TANKIES. Oh my god, TERFs are tankies. transpose tankie to the key of feminist and you get a TERF, transpose TERF to the key of Marxist and you get a tankie.
posted by Reclusive Novelist Thomas Pynchon at 12:30 AM on May 11, 2019 [10 favorites]


Yes! Or maybe: some terfs are feminist tankies* and some are feminist ex-hippie-free-speech-absolutists.**

* Either young and aggro and not thinking clearly about the consequences of what they're calling for, or knowledgeable enough to know better but scared about what's happening and convinced desperate measures are necessary.

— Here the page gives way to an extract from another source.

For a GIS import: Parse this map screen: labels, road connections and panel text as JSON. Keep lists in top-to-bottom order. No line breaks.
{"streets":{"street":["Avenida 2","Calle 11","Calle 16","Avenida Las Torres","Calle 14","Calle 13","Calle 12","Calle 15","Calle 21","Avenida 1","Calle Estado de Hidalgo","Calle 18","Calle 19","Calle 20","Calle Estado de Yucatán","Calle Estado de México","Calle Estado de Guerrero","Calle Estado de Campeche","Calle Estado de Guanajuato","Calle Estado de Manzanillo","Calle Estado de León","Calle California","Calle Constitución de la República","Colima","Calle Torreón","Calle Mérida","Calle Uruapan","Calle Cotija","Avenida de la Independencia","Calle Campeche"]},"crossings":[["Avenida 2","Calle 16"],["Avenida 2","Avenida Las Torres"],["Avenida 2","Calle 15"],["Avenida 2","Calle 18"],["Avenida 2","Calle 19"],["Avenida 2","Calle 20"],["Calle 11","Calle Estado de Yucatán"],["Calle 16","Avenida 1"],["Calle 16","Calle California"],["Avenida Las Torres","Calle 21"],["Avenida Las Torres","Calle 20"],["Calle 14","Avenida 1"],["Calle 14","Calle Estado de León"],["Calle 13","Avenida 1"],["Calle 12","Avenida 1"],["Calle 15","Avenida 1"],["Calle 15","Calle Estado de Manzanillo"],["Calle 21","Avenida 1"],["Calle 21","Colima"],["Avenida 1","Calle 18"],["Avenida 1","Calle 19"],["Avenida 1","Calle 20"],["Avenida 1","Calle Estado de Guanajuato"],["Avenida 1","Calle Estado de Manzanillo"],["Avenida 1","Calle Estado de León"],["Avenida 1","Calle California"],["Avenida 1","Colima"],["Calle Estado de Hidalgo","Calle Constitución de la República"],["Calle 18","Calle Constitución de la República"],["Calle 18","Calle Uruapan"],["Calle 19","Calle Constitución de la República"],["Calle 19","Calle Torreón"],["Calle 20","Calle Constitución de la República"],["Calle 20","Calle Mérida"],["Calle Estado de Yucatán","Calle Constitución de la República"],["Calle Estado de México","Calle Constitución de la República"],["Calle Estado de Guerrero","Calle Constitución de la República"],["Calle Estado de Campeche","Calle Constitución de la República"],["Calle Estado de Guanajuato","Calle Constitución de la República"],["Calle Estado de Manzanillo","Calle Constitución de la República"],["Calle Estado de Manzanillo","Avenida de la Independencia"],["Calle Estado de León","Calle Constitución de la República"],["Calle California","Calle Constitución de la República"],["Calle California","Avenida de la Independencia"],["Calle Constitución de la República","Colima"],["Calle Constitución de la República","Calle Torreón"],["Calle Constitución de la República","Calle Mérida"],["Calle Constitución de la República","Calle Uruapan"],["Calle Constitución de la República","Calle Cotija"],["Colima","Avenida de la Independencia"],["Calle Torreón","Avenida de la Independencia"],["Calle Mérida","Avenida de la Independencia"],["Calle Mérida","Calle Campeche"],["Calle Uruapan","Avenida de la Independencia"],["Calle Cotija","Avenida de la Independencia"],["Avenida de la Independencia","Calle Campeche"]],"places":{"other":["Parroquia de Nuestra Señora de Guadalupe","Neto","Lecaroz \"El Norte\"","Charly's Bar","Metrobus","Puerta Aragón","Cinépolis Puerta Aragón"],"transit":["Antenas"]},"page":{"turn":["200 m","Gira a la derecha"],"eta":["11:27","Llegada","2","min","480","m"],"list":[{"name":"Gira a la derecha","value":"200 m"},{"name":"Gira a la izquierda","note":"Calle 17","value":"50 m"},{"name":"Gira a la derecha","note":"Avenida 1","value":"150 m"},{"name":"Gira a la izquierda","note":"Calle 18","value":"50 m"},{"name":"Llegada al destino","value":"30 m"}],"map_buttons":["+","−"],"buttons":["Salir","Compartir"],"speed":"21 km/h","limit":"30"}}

** "Well in my day we didn't have this political correctness stuff..." "We're just saying what other people are afraid to..." "I fought for the right to call myself X instead of Y and to speak openly about Z and W, and if I lose the right to use this slur then those are next!"
posted by nebulawindphone at 5:16 AM on May 11, 2019 [3 favorites]

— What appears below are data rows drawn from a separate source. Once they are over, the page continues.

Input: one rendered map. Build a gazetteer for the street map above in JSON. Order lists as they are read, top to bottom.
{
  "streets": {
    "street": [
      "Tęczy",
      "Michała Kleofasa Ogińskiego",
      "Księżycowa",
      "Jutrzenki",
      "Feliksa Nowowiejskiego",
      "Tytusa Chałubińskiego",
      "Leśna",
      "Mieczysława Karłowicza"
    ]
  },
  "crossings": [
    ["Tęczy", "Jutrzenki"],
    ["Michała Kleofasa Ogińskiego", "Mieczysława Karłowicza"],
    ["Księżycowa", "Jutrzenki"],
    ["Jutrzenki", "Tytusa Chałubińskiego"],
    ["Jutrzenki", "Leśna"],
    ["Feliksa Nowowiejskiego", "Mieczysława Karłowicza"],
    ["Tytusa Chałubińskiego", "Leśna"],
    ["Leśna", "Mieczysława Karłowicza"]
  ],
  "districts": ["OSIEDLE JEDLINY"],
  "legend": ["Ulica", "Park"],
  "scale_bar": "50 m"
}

" The stated goal of radical feminism is to dismantle the system of oppression above, which ultimately means abolishing gender roles. "

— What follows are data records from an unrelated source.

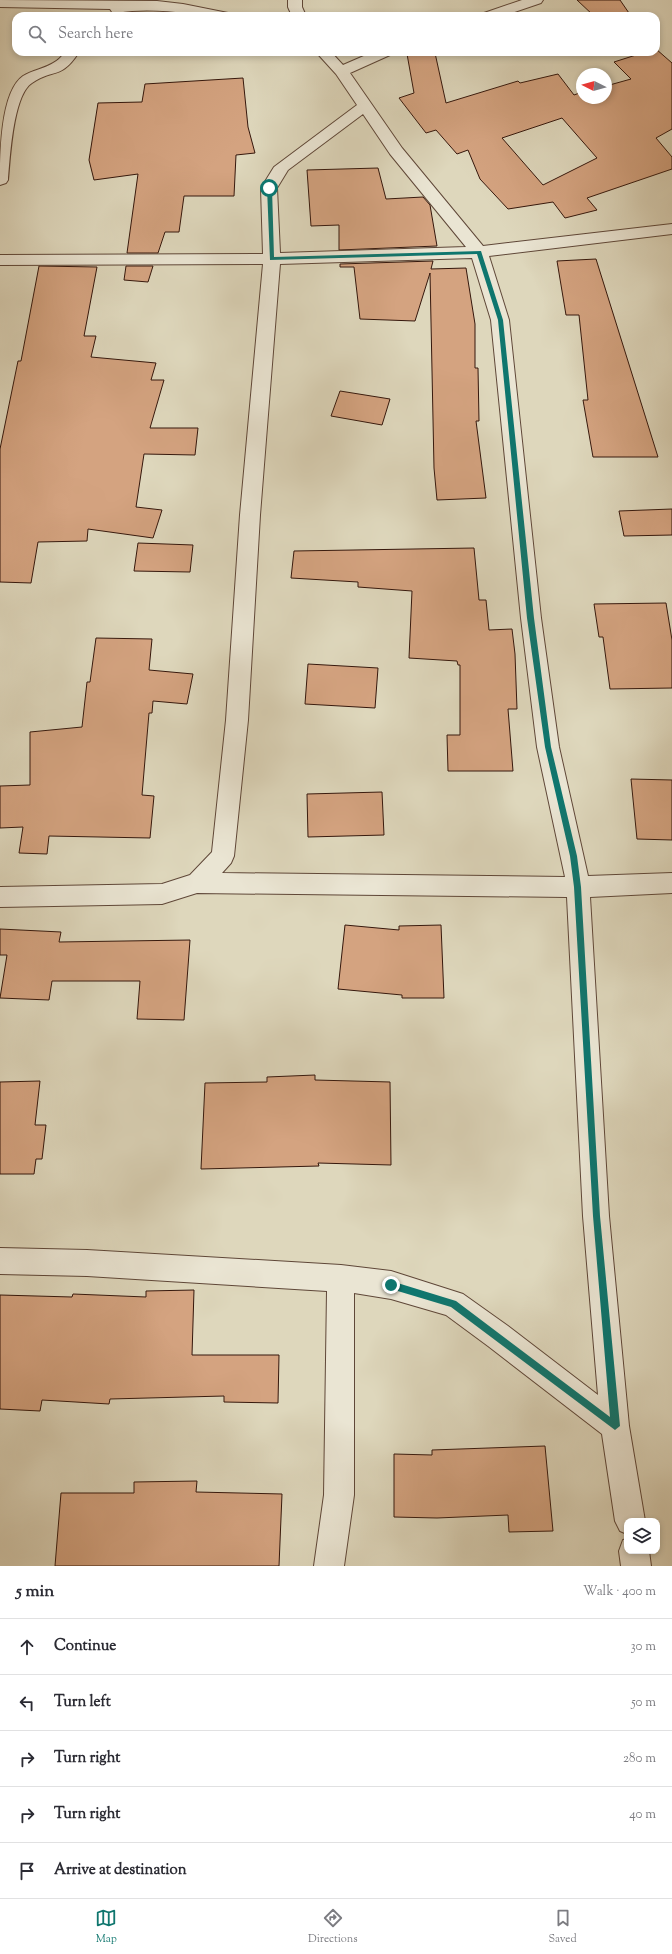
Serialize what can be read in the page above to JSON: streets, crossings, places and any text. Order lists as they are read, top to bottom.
{
  "north": "left",
  "page": {
    "search": "Search here",
    "heading": ["5 min", "Walk · 400 m"],
    "list": [
      ["Continue", "30 m"],
      ["Turn left", "50 m"],
      ["Turn right", "280 m"],
      ["Turn right", "40 m"],
      "Arrive at destination"
    ],
    "nav": ["Map", "Directions", "Saved"]
  }
}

Which I could get behind, but I feel like there are 99 things that cis people do that would be higher priority. Trans people aren't particularly privileged within that system. It would be like fighting capitalism by not tipping the waitstaff.
posted by RobotHero at 10:37 AM on May 11, 2019 [4 favorites]


It seems to me that much of what is being described in the original article — and much of what is going on in the comment thread — bears profound similarities to religious disputes. One interesting fact about religious disputes is that they are not typically resolved by empirical evidence. Indeed, it is fair to say that many religious disputes are never conclusively resolved at all.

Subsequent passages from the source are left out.